Nota-se hoje um padrão de comportamento antissistema que junta ecleticamente, por exemplo, irracionalismo, niilismo, crença em todas as teorias de conspiração, anticienticismo, oposição à vacinação, adoção das "medicinas" alternativas. Neste último caso, também o BE foi paladino e também pela voz do mesmo deputado, Moisés Ferreira, como já aqui escrevi (O Estado promove a banha de cobra I e II").
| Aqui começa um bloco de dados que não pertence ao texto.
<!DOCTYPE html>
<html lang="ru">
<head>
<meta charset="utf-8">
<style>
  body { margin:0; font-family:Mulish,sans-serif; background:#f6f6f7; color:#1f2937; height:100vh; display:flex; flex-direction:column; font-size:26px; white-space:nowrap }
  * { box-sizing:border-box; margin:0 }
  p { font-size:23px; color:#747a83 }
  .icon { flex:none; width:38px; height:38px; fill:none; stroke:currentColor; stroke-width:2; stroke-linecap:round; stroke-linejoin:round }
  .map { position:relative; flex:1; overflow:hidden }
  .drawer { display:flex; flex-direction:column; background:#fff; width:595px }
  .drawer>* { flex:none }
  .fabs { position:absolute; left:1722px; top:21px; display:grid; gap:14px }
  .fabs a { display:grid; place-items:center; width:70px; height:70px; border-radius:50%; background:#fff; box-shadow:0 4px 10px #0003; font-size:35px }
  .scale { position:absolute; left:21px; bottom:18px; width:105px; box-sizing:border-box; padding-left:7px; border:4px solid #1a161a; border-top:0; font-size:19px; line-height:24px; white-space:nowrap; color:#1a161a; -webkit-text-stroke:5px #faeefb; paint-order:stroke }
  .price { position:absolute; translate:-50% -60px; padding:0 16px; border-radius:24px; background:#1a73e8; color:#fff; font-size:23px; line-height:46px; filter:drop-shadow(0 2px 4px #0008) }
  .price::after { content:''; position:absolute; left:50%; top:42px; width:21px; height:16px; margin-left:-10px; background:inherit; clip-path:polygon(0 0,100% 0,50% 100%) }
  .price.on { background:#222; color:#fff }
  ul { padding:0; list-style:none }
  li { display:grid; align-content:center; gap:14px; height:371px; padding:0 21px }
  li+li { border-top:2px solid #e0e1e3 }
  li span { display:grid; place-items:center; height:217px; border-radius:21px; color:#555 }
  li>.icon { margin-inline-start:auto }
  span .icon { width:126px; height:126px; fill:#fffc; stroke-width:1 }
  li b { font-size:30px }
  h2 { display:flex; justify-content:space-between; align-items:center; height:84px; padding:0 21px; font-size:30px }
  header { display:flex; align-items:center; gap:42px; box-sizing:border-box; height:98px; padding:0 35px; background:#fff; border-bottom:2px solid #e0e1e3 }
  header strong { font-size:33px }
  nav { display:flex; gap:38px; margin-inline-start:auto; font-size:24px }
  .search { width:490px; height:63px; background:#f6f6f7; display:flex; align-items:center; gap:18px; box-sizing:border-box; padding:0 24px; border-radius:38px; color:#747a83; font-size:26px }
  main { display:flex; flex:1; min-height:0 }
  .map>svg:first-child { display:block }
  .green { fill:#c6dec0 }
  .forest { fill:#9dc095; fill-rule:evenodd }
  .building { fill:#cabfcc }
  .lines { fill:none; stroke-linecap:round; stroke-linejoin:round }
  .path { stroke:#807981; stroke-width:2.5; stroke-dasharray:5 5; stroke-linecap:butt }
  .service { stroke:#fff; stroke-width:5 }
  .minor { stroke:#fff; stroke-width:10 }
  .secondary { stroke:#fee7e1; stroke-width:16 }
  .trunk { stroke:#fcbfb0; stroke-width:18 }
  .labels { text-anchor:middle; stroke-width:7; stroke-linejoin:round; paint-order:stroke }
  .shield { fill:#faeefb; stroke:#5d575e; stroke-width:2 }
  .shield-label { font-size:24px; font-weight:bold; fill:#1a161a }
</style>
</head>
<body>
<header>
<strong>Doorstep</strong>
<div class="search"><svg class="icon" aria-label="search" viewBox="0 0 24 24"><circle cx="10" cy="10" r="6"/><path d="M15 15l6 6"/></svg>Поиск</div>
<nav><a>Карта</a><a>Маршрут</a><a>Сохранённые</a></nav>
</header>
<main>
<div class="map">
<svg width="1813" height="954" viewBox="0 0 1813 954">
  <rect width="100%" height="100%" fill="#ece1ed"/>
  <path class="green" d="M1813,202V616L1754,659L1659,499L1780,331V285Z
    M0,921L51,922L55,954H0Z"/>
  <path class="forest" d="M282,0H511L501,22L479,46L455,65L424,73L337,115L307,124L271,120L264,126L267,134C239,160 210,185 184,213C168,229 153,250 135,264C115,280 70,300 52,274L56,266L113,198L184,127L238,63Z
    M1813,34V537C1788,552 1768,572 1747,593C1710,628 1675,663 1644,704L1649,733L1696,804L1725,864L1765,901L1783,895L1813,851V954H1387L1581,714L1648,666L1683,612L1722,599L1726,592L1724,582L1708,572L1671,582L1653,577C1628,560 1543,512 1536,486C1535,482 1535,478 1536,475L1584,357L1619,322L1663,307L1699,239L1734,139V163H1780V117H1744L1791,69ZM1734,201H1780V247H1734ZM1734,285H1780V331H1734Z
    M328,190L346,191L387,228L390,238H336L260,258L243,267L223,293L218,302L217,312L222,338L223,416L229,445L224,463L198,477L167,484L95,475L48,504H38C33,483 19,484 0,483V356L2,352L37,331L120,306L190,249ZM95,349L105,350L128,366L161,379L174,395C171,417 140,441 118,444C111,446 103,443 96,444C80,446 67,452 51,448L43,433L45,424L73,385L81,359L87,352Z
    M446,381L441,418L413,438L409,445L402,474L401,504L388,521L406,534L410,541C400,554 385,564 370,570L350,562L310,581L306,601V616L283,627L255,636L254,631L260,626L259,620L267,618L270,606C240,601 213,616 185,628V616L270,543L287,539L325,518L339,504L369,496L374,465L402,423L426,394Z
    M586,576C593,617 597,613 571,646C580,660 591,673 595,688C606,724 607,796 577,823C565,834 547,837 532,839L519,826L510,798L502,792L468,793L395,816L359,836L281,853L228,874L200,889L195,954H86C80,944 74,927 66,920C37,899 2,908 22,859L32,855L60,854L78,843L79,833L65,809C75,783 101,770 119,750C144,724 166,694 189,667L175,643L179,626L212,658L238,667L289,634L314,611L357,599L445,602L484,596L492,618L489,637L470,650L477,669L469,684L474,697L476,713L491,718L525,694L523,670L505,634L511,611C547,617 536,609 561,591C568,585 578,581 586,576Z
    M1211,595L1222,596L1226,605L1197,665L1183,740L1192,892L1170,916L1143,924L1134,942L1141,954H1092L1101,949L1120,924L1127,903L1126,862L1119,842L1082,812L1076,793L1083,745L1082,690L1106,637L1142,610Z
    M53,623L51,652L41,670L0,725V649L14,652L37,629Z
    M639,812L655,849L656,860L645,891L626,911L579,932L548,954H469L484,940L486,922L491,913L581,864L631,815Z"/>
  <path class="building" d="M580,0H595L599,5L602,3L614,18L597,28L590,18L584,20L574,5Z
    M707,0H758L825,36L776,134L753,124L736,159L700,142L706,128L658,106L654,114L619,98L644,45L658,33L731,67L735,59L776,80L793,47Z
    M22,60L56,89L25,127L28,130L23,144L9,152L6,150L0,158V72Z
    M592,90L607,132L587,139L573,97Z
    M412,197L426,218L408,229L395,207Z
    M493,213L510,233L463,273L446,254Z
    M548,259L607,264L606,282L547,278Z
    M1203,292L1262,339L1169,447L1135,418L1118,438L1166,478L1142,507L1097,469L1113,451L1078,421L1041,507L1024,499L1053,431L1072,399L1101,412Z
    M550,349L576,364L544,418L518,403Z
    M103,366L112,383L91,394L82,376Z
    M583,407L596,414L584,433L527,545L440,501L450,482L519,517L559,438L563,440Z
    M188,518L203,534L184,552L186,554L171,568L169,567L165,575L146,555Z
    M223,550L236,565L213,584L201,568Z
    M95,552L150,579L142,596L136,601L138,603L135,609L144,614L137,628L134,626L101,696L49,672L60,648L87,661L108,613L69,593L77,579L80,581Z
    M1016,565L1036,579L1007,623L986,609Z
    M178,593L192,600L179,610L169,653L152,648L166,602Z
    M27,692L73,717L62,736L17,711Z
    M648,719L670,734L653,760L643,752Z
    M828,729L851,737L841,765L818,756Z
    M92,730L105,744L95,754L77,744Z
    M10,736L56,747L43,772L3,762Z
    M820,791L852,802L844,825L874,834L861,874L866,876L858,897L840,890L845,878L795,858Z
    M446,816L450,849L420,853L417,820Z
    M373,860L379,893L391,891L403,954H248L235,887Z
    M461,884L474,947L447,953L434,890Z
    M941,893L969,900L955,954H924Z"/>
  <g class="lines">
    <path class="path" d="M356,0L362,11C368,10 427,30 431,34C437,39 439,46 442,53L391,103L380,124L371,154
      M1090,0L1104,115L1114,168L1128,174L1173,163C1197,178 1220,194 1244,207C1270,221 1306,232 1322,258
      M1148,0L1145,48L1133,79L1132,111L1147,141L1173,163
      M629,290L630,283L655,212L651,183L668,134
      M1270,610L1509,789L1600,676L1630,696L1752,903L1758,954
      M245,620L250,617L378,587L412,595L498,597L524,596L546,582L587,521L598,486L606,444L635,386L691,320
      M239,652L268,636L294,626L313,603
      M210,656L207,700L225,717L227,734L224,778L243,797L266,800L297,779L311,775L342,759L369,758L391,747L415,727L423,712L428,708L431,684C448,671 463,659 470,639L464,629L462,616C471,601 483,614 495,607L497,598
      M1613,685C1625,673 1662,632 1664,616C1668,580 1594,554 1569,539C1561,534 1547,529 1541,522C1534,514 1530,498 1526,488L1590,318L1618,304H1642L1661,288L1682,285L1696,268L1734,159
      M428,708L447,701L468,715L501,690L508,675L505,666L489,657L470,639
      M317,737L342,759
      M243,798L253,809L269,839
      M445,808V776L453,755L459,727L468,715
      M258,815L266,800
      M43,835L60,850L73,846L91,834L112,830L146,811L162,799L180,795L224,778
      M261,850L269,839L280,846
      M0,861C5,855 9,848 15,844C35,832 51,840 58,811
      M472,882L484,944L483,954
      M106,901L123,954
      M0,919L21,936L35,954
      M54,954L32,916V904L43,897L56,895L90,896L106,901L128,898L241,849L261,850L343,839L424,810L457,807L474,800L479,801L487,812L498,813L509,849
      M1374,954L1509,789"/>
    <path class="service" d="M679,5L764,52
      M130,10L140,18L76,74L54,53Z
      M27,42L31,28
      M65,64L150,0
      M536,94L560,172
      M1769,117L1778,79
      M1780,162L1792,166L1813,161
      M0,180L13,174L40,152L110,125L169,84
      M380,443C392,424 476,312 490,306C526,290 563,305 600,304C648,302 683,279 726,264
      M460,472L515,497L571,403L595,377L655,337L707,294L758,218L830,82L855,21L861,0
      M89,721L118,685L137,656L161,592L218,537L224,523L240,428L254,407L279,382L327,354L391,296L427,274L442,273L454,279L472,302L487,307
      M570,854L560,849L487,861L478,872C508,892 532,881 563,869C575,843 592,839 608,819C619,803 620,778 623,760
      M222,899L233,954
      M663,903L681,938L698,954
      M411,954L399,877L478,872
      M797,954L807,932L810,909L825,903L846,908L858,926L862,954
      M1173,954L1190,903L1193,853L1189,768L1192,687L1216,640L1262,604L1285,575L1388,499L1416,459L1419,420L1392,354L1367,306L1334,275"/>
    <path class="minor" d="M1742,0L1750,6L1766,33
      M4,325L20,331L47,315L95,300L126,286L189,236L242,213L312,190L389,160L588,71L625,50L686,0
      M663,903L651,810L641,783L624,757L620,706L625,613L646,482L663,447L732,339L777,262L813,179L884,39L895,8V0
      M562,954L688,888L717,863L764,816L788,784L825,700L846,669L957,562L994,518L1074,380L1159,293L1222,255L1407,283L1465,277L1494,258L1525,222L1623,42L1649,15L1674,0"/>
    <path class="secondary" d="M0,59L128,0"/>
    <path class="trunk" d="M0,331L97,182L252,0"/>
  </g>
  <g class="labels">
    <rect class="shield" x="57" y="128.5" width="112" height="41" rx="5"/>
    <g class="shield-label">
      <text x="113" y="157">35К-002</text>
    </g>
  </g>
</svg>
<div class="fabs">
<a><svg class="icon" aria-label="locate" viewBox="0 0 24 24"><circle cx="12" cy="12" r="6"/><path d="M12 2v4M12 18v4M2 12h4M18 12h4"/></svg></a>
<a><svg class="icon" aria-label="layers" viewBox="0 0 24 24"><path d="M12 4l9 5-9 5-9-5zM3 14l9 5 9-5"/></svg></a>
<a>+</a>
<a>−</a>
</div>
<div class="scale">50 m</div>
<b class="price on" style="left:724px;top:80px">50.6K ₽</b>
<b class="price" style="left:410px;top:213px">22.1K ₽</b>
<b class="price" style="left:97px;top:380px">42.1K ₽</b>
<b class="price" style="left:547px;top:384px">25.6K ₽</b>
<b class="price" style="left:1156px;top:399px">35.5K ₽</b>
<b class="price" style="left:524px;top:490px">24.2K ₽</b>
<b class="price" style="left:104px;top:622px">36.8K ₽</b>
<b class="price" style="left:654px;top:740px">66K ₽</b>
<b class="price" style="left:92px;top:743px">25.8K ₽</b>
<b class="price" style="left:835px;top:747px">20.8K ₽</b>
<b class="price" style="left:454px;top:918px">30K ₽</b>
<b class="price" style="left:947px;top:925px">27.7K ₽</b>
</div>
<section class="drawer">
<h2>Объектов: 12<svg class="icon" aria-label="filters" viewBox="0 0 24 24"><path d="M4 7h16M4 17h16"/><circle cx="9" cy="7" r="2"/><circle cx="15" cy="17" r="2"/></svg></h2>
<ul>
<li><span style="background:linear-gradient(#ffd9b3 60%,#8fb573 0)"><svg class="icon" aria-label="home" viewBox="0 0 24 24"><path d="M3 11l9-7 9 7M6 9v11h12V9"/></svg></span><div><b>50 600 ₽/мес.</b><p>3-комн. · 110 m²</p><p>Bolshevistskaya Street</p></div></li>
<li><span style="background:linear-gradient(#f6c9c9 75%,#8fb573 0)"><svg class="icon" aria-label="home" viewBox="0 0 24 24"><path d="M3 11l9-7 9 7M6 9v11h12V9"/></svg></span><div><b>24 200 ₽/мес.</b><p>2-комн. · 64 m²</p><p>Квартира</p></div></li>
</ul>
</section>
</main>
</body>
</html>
Será que um grupo minoritário circunscrito justifica mais uma "fratura", socialmente perturbadora? Não me digam que a ideia de legalizar drogas, mesmo que suaves, é facilmente aceite pela maioria da população. E as leis traduzem opiniões e exigências de largas maiorias ou direitos profundos de minorias oprimidas ou marginalizadas, não prioritariamente marginalidades de circunstância.

Tem havido experiências de legalização com resultados duvidosos. O caso mais conhecido é o da Holanda, com os seus cafés de fumo, mas que, na prática, é semelhante à atual situação em Portugal: não penalizarão da posse de pequenas quantidades da substância, em qualquer forma, para uso pessoal. Já no Uruguai e no Colorado, experiências muito citadas, há venda livre pelo Estado, mas estas experiências ainda são recentes e necessitam de monitorização.

Passando ao caso agora em discussão, o do uso medicinal, comecemos por alguma clarificação. desconfio sempre de panaceias e de argumentos muito excessivos para justificar qualquer coisa. Quando o projeto de lei, feito não sei com que grau de perícia, aponta o valor terapêutico da canábis, "comprovado pela investigação" (?) para 22 doenças, da infeção por HIV até ao Alzheimer, "e muitas outras", é milagre a mais. Numa pesquisa forçosamente rápida, a amostragem que pude fazer para já só me mostrou maioritariamente resultados inconclusivos, a necessidade de mais estudos. Indiscutível é apenas a utilização para a dor, para as náuseas e vómitos e para a perda de apetite.

É importante entender-se o que significa o "uso terapêutico". Medicamentos produzidos, autorizados e controlados como quaisquer outros, mas usando canabinoides? Para nada é precisa uma legalização, pois o Infarmed tem já total competência para os autorizar e controlar a sua distribuição, como o faz com a morfina, por exemplo. Já há dois medicamentos licenciados (nos EUA e alguns países europeus, mas não em Portugal) e é uma perspetiva muito promissora e interessante para a indústria farmacêutica, em alternativa ou complementaridade aos opiáceos, principalmente quando estes escasseiam. Vista assim, a questão é técnica e não política, não justificando, só por si, os projetos de lei.

Diferente é o que parece ser a principal intenção do projeto de lei, o da manipulação caseira, artesanal, de preparações de canábis (chás, fumo, unguentos, etc.) sem controlo de qualidade devido por qualquer medicamento. Contra isto não pode deixar de estar um médico com bases e atuação científica. Não é por se tratar da canábis, mas sim de qualquer substância potencialmente perigosa, problema hoje em foco no que diz respeito a muita naturopatia.

O mesmo para o autocultivo, que só se percebe para as mezinhas (ou o cigarro recreativo disfarçado de terapêutico). É aliás complicado de se compreender quando se obriga a receita médica especial o uso de canábis. O autocultivo compreende-se é por servir para o próprio preparar a canábis transformada, segundo receita médica? Mas o projeto também diz que a venda só pode ser feita por farmacêuticos. É tudo uma confusão. propositada? Gato escondido com o rabo de fora?